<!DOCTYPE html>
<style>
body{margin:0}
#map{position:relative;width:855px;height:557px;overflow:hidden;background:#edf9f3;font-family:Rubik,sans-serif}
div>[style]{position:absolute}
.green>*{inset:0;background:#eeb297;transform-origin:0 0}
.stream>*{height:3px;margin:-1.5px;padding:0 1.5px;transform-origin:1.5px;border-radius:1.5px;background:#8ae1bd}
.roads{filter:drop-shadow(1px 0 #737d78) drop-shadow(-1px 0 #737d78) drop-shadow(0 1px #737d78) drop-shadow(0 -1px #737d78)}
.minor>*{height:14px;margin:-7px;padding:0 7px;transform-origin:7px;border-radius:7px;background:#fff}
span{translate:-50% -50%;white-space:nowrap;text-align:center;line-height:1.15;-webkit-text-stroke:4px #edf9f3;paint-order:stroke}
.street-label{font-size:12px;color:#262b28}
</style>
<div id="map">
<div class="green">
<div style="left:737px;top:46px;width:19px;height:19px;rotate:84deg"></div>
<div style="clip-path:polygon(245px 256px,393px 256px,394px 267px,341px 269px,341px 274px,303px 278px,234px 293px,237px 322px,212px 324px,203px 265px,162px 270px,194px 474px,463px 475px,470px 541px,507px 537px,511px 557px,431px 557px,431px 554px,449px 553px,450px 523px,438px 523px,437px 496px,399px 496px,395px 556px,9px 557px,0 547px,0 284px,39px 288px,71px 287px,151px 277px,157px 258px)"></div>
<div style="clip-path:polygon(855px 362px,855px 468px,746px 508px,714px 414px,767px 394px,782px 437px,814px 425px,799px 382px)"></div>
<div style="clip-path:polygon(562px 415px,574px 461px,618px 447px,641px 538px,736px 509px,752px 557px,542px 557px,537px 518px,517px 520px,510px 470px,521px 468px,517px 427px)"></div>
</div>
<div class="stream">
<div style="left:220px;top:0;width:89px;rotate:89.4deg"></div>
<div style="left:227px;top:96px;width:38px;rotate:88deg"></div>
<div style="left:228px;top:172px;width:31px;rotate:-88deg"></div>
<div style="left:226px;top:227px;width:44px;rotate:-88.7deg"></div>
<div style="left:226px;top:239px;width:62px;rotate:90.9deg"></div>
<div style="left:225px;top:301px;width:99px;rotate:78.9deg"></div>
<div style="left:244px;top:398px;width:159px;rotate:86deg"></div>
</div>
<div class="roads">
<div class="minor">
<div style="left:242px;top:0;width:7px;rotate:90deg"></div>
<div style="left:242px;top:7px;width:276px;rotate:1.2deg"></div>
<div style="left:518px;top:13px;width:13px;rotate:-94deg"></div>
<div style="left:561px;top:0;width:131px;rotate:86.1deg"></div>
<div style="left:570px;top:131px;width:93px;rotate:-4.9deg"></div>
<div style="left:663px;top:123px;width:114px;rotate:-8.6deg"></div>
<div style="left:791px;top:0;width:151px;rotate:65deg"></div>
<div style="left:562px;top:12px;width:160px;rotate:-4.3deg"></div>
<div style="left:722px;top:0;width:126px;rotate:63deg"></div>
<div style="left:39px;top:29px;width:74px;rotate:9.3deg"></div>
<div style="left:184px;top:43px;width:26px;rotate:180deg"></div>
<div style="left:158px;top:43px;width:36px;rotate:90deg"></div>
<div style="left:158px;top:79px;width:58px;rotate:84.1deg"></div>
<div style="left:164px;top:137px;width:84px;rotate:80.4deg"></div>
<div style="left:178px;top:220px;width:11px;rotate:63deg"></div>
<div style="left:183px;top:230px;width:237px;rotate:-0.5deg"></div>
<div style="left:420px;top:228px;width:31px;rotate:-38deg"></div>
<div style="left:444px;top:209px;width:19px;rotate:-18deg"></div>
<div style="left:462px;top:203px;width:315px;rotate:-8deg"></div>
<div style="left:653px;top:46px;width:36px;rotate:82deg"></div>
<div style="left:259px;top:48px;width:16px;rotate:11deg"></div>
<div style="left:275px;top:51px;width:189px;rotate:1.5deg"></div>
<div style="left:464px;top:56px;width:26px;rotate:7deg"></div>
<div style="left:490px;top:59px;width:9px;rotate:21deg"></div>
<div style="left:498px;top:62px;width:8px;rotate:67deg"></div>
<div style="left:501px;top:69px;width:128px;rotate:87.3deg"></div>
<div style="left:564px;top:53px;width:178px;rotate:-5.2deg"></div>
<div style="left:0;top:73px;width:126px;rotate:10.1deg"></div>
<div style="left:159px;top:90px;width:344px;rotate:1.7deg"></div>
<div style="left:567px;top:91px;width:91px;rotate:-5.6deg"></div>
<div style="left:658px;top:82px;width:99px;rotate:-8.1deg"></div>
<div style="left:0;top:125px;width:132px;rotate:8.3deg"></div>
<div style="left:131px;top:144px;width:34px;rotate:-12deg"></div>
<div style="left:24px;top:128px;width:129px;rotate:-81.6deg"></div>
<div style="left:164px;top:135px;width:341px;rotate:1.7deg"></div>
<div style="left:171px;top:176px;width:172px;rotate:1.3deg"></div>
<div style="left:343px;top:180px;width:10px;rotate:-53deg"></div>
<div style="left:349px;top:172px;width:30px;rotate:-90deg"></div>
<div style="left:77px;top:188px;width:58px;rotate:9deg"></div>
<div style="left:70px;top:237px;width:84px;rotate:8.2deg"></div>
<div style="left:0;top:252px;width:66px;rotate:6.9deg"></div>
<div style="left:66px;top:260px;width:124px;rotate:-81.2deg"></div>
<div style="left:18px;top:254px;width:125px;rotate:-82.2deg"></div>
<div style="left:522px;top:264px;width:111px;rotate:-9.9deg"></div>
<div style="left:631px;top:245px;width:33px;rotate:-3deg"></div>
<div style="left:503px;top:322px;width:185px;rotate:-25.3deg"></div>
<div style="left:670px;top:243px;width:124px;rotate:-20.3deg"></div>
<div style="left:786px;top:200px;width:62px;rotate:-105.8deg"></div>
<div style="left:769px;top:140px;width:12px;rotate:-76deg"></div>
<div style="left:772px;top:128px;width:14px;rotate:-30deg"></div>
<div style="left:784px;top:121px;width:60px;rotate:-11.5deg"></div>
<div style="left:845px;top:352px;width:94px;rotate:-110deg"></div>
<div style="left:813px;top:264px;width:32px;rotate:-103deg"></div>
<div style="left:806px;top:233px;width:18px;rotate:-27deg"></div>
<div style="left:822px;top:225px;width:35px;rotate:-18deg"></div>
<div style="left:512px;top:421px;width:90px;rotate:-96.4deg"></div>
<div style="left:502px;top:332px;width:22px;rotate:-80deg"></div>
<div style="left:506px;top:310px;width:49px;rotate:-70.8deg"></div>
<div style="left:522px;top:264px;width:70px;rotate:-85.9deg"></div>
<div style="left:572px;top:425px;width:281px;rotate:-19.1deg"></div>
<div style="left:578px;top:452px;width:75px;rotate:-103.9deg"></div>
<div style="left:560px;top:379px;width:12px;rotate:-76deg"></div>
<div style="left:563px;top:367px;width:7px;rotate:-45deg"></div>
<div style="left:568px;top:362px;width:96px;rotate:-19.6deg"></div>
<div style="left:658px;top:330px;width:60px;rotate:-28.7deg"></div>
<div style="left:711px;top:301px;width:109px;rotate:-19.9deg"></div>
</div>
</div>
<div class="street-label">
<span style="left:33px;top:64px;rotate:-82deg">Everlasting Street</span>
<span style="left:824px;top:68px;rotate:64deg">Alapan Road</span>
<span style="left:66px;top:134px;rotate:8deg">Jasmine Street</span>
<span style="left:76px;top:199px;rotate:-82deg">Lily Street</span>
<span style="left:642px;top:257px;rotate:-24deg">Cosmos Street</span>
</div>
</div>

----------

- TASK INSTRUCTIONS:
Nothing but a number is wanted: report how many lines in the entries above contain the string "stream".

- WRITTEN ANSWER:
2